[Stored entries]
== Segment start ==
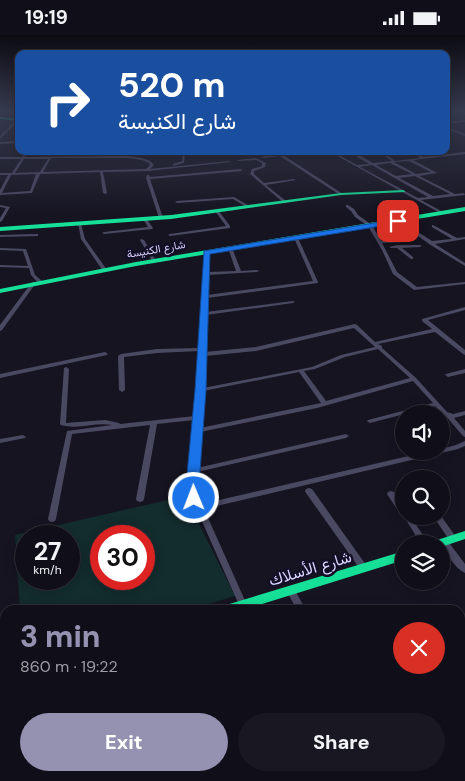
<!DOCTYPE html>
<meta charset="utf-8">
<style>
body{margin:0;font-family:"DM Sans",Vazirmatn,sans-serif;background:#191822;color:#f1f3f6;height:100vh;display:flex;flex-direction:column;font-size:19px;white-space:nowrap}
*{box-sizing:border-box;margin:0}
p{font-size:16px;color:#9c9ca2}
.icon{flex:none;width:28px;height:28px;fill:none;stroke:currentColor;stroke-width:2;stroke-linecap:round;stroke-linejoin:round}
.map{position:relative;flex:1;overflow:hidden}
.drawer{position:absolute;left:0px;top:570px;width:465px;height:176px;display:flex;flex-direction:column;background:#100f19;border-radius:15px 15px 0 0;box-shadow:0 2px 12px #0003,0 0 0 1px #302f38}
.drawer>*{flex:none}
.hud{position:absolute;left:15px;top:15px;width:435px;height:105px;border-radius:10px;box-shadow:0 2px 12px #0003,0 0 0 1px #302f38;background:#1a4fa0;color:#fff;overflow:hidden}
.buttons{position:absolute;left:395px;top:370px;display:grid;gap:10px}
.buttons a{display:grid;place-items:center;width:55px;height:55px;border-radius:50%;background:#100f19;box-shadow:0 2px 12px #0003,0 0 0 1px #302f38;font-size:25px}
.speed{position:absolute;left:15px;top:490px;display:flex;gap:10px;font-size:25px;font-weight:700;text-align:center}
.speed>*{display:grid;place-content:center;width:65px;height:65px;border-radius:50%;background:#100f19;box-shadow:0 2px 12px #0003,0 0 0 1px #302f38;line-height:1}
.speed small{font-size:12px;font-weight:400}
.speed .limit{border:8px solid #d22;background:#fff;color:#111}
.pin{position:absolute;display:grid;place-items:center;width:42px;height:42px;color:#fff;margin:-21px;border-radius:10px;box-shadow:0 2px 8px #0006}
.me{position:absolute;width:55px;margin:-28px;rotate:359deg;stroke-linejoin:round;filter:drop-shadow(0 0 4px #0008)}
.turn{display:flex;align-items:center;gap:18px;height:105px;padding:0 20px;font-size:22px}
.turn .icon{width:65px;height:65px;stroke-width:2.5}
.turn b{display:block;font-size:35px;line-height:42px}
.round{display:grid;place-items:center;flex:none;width:52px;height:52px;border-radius:26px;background:#191822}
.summary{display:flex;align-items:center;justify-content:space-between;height:85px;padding:0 20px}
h1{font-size:30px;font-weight:800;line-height:38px;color:#9591b1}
.button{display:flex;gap:10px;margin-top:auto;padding:10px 20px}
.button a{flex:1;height:58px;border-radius:30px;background:#9591b1;color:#fff;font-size:20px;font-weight:800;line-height:58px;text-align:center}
.button a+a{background:#191822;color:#f1f3f6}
.status{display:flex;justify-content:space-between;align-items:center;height:35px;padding:0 25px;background:#100f19;direction:ltr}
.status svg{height:14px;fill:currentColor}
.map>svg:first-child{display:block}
.green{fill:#132c2d;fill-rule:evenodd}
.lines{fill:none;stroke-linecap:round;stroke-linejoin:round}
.street{fill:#4a4962;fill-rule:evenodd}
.fast{fill:#16e098;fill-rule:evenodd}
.route{fill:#1a73e8;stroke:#114b97}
.labels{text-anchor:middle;stroke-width:5;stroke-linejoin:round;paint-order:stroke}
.far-street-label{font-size:11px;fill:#d9d4ff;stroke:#130f26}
.near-street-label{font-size:16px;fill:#d9d4ff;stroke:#130f26}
</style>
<div class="status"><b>19:19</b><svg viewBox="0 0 49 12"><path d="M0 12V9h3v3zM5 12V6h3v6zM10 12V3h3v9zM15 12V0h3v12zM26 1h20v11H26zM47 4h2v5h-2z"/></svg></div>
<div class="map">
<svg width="465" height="746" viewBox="0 0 465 746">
<rect width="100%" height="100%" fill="#161421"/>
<path class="green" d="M185,461l50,100 -46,14h-169l-5,-75zM26,501h43v43h-43zM101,501h43v43h-43z"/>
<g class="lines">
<g class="street">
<polygon points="0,75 4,75 19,80 19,82"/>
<polygon points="455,75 459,75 465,78 465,80"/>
<polygon points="16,85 18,86 0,104 0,101"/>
<polygon points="465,85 465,87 446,89 446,87"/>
<polygon points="446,92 465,99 465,101 446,94"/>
<polygon points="19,106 19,108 0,109 0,107"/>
<path d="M25,116h3l-3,6 102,-1c9,1 21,1 27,9l-4,4 79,-8 2,1 -83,9 -45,1 4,21 -2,1 -2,-1 -3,-21 -60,2 -8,19 -32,2v-5l8,-15h-8v-2h12l9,-14h-21v-2h22zM51,123h76l15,2 7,3 1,2 -4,4 -103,3zM24,124h24l-8,13 -25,1zM36,139l-6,17 -28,2 9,-18z"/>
<polygon points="274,116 277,116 343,159 340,160 280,121 262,123 261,122 278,119"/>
<path d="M348,116h4l21,12 19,-2 -14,-10h3l14,10 25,-3 -8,-7h3l8,6 42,-5v2l-52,6 24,13 -18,3 36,18 9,-1 1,2 -44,5 22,12 -3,1 -106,-59 -30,1 -1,-1 1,-1 45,-1zM337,119h15l17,10 -12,1zM409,126l22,11 -15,2 -22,-12zM390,128l22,11 -16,2 -20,-11zM372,130l56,32 -10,1 -58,-31zM415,141l35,18 -17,2 -34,-18z"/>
<polygon points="184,117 185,118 184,128 173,131 173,129 182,126 183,118"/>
<polygon points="256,123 266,128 265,132 254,136 254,139 264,148 294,144 296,145 266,150 286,166 286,168 284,168 250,139 252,134 262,131 262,128 256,125 238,126 237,125"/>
<polygon points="241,134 242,136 150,144 163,183 161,184 159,183 146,143 147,140 149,140 150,142"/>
<polygon points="234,162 251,172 248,173 233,164 177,168 175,167 177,166"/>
<polygon points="0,170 10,172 2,186 0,187 0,183 6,173 0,172"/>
<polygon points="346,170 348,170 354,174 358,180 372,190 381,206 407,205 408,206 406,207 382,208 397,237 417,252 465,247 465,249 414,255 393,239 382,215 368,191 355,182 351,176 346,172"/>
<polygon points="217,175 218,175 230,191 230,193 170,201 168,200 170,199 226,191 215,176"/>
<polygon points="144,183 146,183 153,193 152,194 104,199 102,198 104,197 148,192 143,184"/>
<polygon points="397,185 399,185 432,206 452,204 432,192 432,190 433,190 457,203 465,202 465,204 435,209 465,228 465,231 429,209 428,208 397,187"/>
<polygon points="78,188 81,189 85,204 107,235 107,236 103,236 81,204"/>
<polygon points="37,199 38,199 38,201 0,202 0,200"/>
<path d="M295,202l3,1 20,44v1l-111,15 -1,14 87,-11 2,1 -2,1 -87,12 -1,33 1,1 -1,3 51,-5 99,-23 2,1 18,17 57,-13 -10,-8v-2l43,-12v3l-37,10 37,30v5l-2,-1 -28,-22 -57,12 4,2v2l34,30 31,34 6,2 12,-3v4l-11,3 11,13v6l-2,-1 -18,-21 -2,-1 -8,-8 -65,17 -2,-1 -1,-1 1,-1 65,-17 -20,-22 -96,27 -117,24 -3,36 149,-34 3,2 -3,2 -149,34 -1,19 6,13 228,-53h11v-2l15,-4 9,-4v5l-7,3 -254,60 43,96 -1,3 -3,1 -3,-1 -1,-3 -42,-95 -3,-2 1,-2 -7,-15 6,-71 -37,4 -13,75 -1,2 -3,1 -3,-1 -1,-2 14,-74 -78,9 -16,85 -1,2 -3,1 -3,-1 -1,-2 19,-88 45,-6c-17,-3 -35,5 -51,0l-1,-1 4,-56 2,-1 3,2 -3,54 39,-3 14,3 1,1 75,-8 4,-65 -42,2 -33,4 1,33 -3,2 -3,-2 -1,-34 3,-2 36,-5 42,-1 5,-73 -1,-1 1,-1 2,-22 3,1 -1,20 28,-1 -8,-23 2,-1 2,1 9,23 16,-1 2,1 -2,1 -49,3 -1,20 106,-14 -19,-43zM354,293l21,19 -34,8 -29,12 -109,21 2,-32 51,-5zM378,314l32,29 -84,23 -22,-30 11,-2 30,-12zM299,337l22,31 -121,25 3,-37z"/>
<polygon points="141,204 144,205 156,226 156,227 152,226 140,205"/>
<polygon points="397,210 420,210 422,211 420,212 402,213 413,222 413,224 411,224 397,213 391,213 389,212"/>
<polygon points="0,213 26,214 35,240 42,246 42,248 38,248 31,240 29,233 0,232 0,230 28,231 23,216 0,215"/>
<polygon points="32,247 36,247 36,248 2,295 0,296 0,290"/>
<polygon points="105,317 108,319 107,320 0,343 0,339"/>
<polygon points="465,334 465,338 448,342 445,340 446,339"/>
<polygon points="23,400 26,402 25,403 0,408 0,404"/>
<polygon points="309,453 312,454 366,530 367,532 366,534 363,535 360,534 306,458 305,456 306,454"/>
<polygon points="391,456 394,457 404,472 404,481 410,481 429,509 421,509 403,480 401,480 387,459 388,457"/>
<polygon points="433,481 441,481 456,502 457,504 456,506 453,507 450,506"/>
<path d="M444,504l3,1 18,24v9c-11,-5 -17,-19 -24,-29l-1,-2 1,-2z"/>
<polygon points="290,551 293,552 306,575 297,575 286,555 287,552"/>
<polygon points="465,693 465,703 460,705 460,695"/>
<polygon points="17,741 37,741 36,745 33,746 13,746 15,742"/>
<polygon points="82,741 93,741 94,746 82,746"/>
<polygon points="261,741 272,741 273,746 261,746"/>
<polygon points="389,741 400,741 402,746 390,746"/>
</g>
<g class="fast">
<polygon points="0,82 19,84 19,86 0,84"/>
<polygon points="403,155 405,156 405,157 341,160 171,184 0,196 0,192 171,180 341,158"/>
<polygon points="465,172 465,176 136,231 0,258 0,254 136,227"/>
<polygon points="465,496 465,504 441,512 441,509 433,509 434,506"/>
<polygon points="404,516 404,525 243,575 220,575 222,571 226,570"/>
<polygon points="5,638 5,651 0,653 0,639"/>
</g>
</g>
<linearGradient id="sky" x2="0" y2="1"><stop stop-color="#0c0b12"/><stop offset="0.42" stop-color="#363a4e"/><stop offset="1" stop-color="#363a4e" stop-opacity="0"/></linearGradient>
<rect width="465" height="180" fill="url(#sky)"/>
<polygon class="route" points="398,184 401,186 400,188 210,219 206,355 199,450 201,463 199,467 189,467 186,450 195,355 204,216"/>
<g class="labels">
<g class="far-street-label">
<text transform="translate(156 214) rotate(-10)" y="4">شارع الكنيسة</text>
</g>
<g class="near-street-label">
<text transform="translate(310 533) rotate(-17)" y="6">شارع الأسلاك</text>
</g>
</g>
</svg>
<div class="buttons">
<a><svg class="icon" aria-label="sound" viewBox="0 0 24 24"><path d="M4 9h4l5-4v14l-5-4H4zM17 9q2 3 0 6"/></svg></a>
<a><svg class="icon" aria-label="search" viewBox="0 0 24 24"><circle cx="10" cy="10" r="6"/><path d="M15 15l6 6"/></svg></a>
<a><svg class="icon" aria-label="layers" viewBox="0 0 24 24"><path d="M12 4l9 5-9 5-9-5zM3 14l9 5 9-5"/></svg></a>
</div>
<div class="speed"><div>27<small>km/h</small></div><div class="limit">30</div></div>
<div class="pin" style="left:398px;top:186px;background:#d93025"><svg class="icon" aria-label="arrive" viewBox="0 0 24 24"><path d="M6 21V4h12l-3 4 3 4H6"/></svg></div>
<svg class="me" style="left:194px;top:463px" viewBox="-20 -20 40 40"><circle r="17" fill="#1a73e8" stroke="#fff" stroke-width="3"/><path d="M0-11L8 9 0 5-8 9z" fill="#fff"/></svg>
<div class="hud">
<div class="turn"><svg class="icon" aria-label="right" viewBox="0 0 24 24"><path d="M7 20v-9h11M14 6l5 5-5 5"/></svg><div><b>520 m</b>شارع الكنيسة</div></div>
</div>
<section class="drawer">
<div class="summary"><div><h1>3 min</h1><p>860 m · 19:22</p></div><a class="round" style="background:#d93025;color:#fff"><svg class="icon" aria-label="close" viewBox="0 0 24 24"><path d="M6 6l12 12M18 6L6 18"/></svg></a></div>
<div class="button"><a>Exit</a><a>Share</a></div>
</section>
</div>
== Segment end ==
• Your objective
For each line above that contains the word "lines", make a copy.

• Your response
.lines{fill:none;stroke-linecap:round;stroke-linejoin:round}
<g class="lines">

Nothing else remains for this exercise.